What, exactly, was Briggs doing, you ask? Slowly, steadily, and silently releasing dense clouds of noxious gas. Pockets of reprehensibility so flagrant as to even be equipped with their own (and noticeably different) barometric pressures. Tiny, malodorous weather fronts of filth which were greatly disgusting my lovely wife. I looked over at my hound only to find him sprawled out on his bed, his mouth eerily agape, snoring like a bear.

Birggs

That’s right. Briggs was sleep-farting.

And he’s got other bad habits, too. Like going certifiably ape-shit each and every time an outsider bursts our domestic bubble. A knock at the back door, the ringing of the front doorbell, or even a barely audible conversation between two women taking a leisurely neighborhood stroll is enough to send Briggs into a frenzy. A full-blown gallop ensues, throw rugs helplessly askew in his wake, Briggs sliding out of control with each and every change of direction his dash requires, eventually culminating in his breathless arrival at wherever the action is, panting with desperate impatience while shamelessly rocking a solid inch-and-a-half of pink lipstick as he awaits our visitor with… um… excitement.

As soon as said visitor enters the house, Briggs’ll make a bee-line for the toy bin and deftly snatch whatever’s on top, before galloping back to his new friend with the welcome gift he’s selected, wrapped thoughtfully in his slobber. He’ll then circle our dumbfounded (and slightly frightened) guest with speeds that conjure up images of the Tasmanian Devil until he feels it’s just the right time to engage in a little world-class crotch-sniffing.

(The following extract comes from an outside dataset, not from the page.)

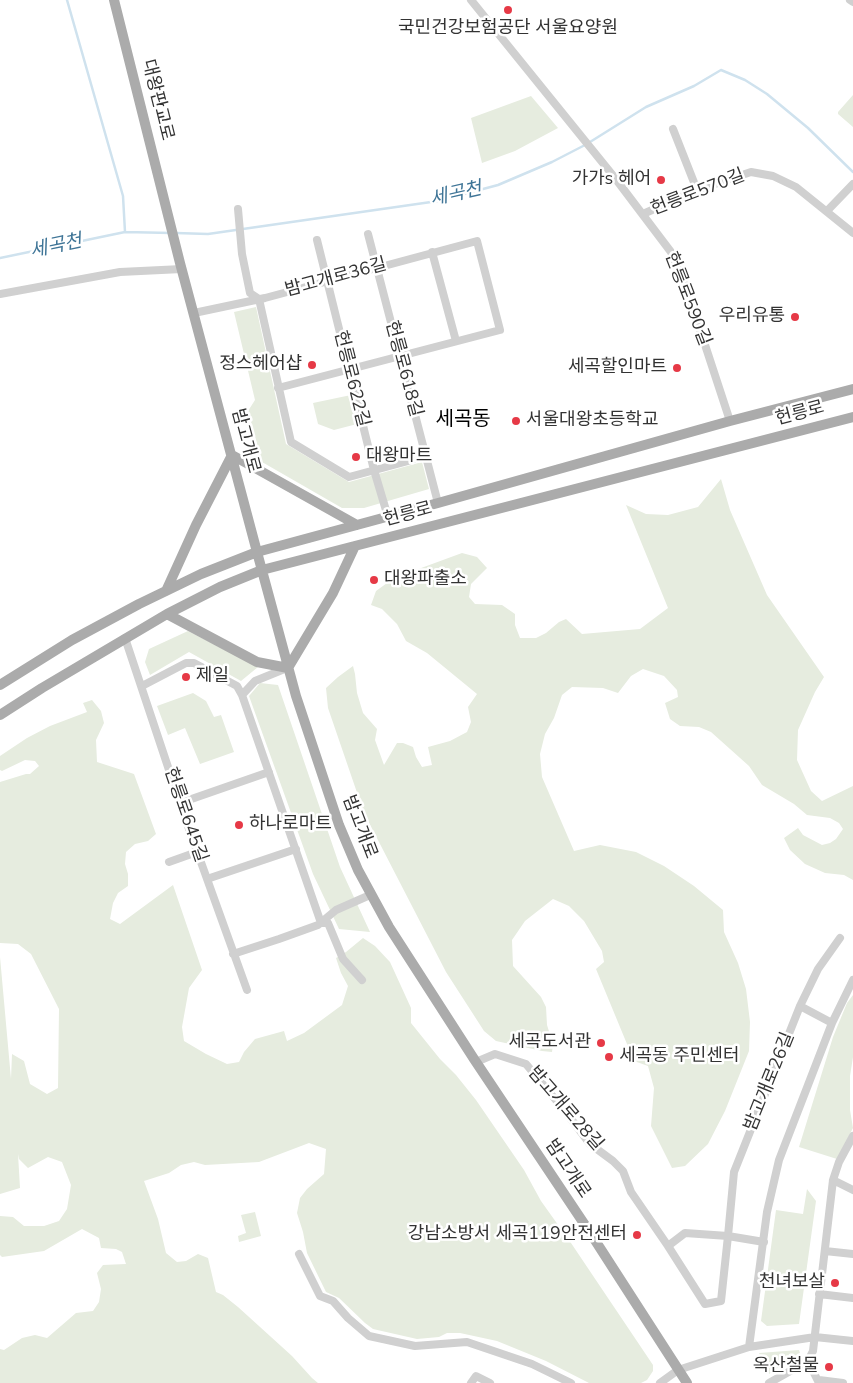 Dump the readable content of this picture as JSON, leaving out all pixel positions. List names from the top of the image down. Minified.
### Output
{"streets":{"main road":["대왕판교로","헌릉로","밤고개로"],"street":["헌릉로570길","밤고개로36길","헌릉로590길","헌릉로618길","헌릉로622길","헌릉로645길","밤고개로26길","밤고개로28길"]},"crossings":[["대왕판교로","밤고개로"],["헌릉로570길","헌릉로590길"],["밤고개로36길","헌릉로618길"],["밤고개로36길","헌릉로622길"],["밤고개로36길","밤고개로"],["헌릉로590길","헌릉로"],["헌릉로618길","헌릉로"],["헌릉로622길","헌릉로"],["헌릉로","밤고개로"],["헌릉로","헌릉로645길"],["밤고개로","밤고개로28길"],["밤고개로26길","밤고개로28길"]],"districts":["세곡동"],"water":["세곡천"],"places":["국민건강보험공단 서울요양원","가가s 헤어","우리유통","정스헤어샵","세곡할인마트","서울대왕초등학교","대왕마트","대왕파출소","제일","하나로마트","세곡도서관","세곡동 주민센터","강남소방서 세곡119안전센터","천녀보살","옥산철물"]} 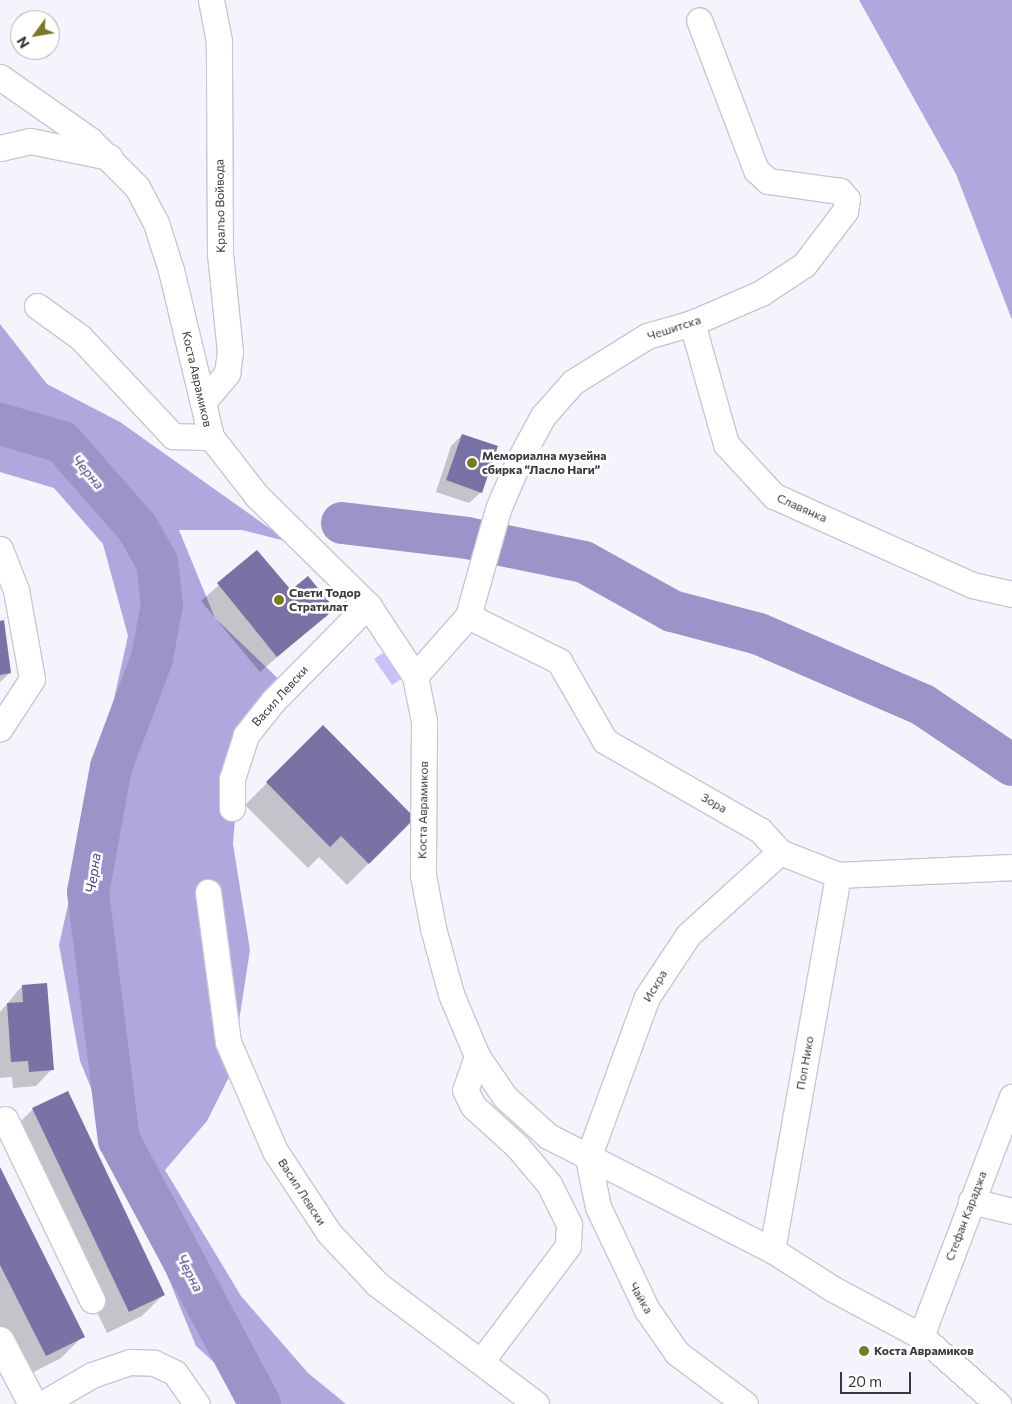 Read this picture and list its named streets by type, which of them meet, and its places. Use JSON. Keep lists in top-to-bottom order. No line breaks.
{"streets":{"street":["Кралъо Войвода","Чешитска","Коста Аврамиков","Славянка","Васил Левски","Зора","Искра","Поп Нико","Стефан Караджа","Чайка"]},"crossings":[["Кралъо Войвода","Коста Аврамиков"],["Чешитска","Коста Аврамиков"],["Чешитска","Славянка"],["Чешитска","Зора"],["Коста Аврамиков","Васил Левски"],["Коста Аврамиков","Искра"],["Коста Аврамиков","Поп Нико"],["Коста Аврамиков","Стефан Караджа"],["Коста Аврамиков","Чайка"],["Зора","Искра"],["Зора","Поп Нико"],["Искра","Чайка"]],"water":["Черна"],"places":["Мемориална музейна сбирка “Ласло Наги”","Свети Тодор Стратилат","Коста Аврамиков"],"scale_bar":"20 m","north":"bottom left"} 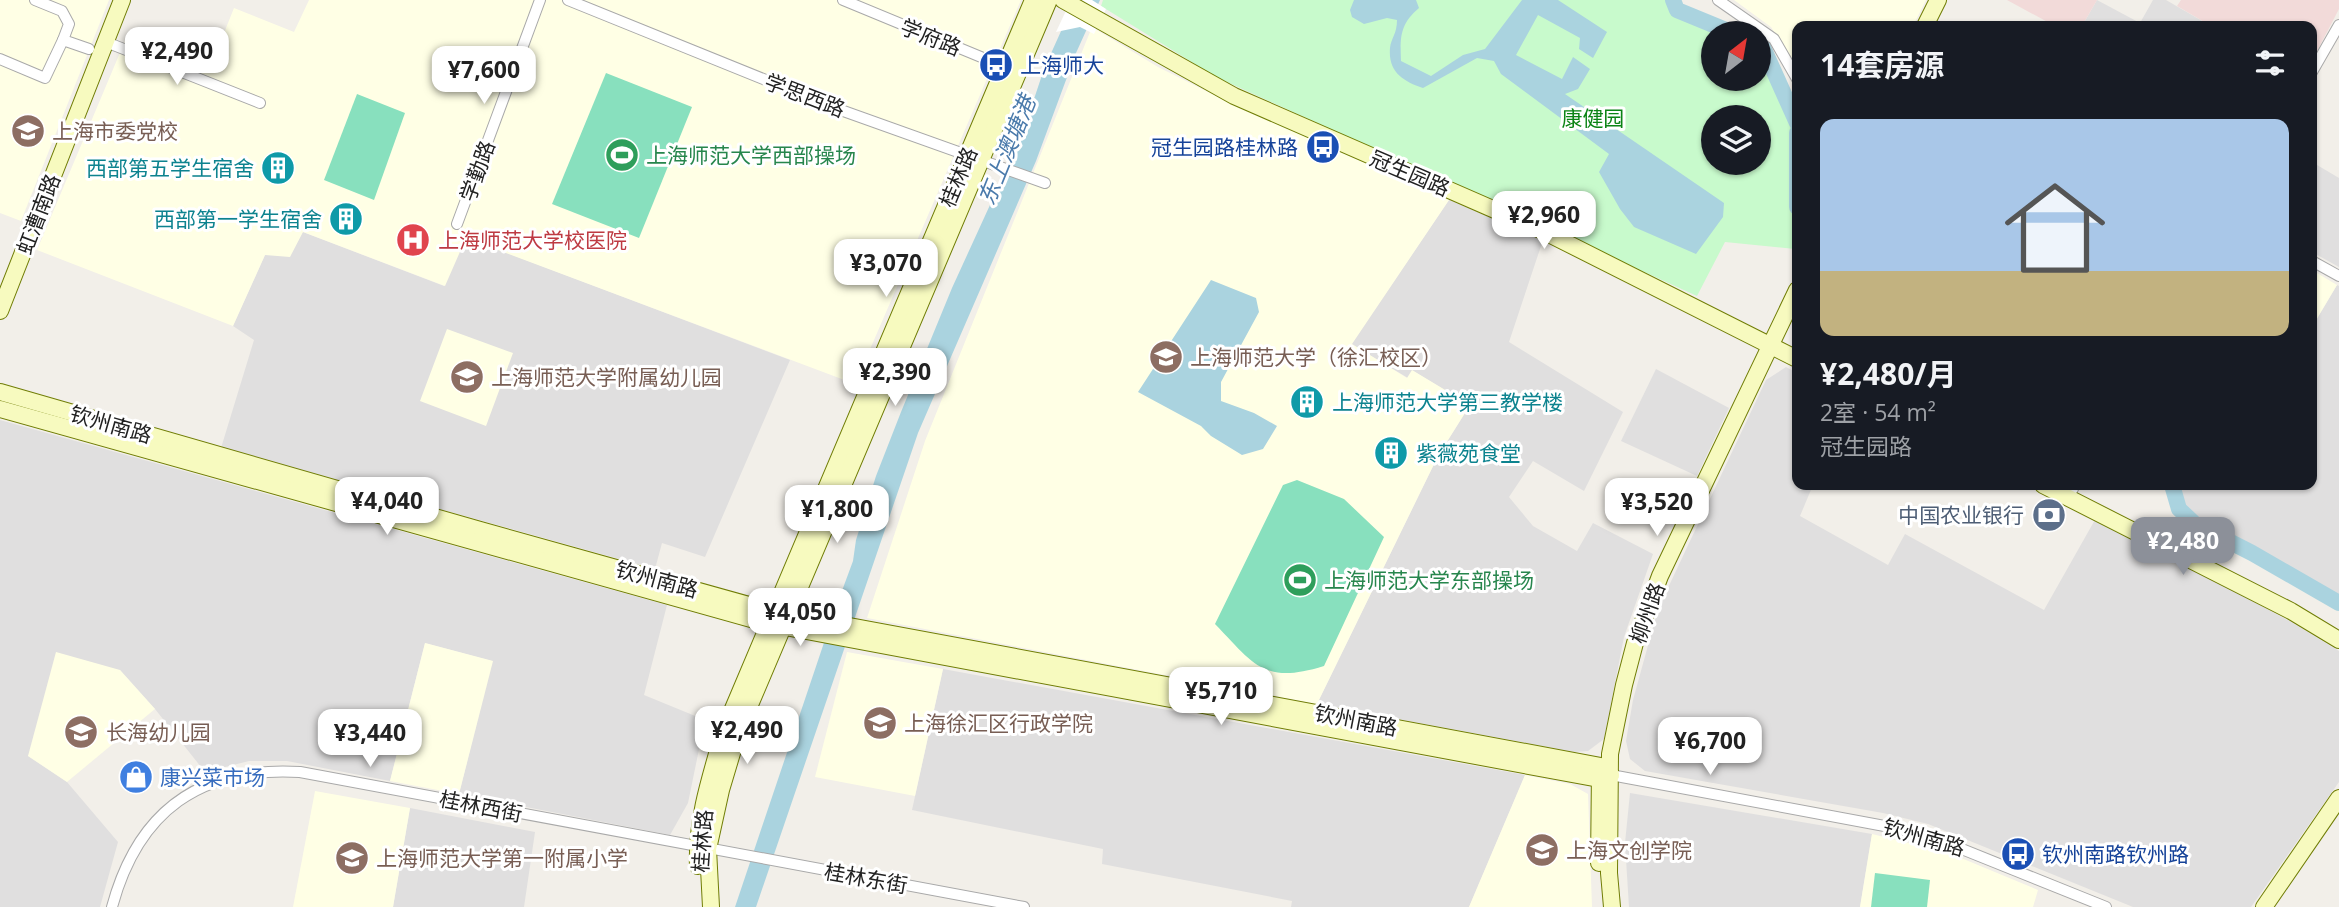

And I haven’t even touched upon his legendary dirty-diaper escapades. Briggs makes Marley look like one of Paris Hilton’s lap dogs. So the fact that Lovie was having a hard time adjusting to him early in our marriage wasn’t surprising at all. What was surprising, however, was that not only did she eventually accept Briggs, she also ended up liking him.

Pookie and Briggs during one of his calmer moments.

Briggs’s birthday is in December, and as each holiday season approaches, Lovie and I wonder if enough dog years have passed to notice a decrease in his high energy level. This year was sure to be the one, right? After all, he’d be seven. But, if anything, his energy level was even higher thanks to our broken invisible fence. Without it, we couldn’t even let Briggs go outside to blow off some steam without fearing he’d leave our property, barge into an unsuspecting neighbor’s house, and start dry humping their four-year-old.

So his outside activities were limited to bathroom-related engagements only. At least that was the plan. The actual outcome was that Briggs made countless escapes. No fewer than eight different households came to our assistance with either a phone call alerting us of his whereabouts, or in two cases, front-door delivery.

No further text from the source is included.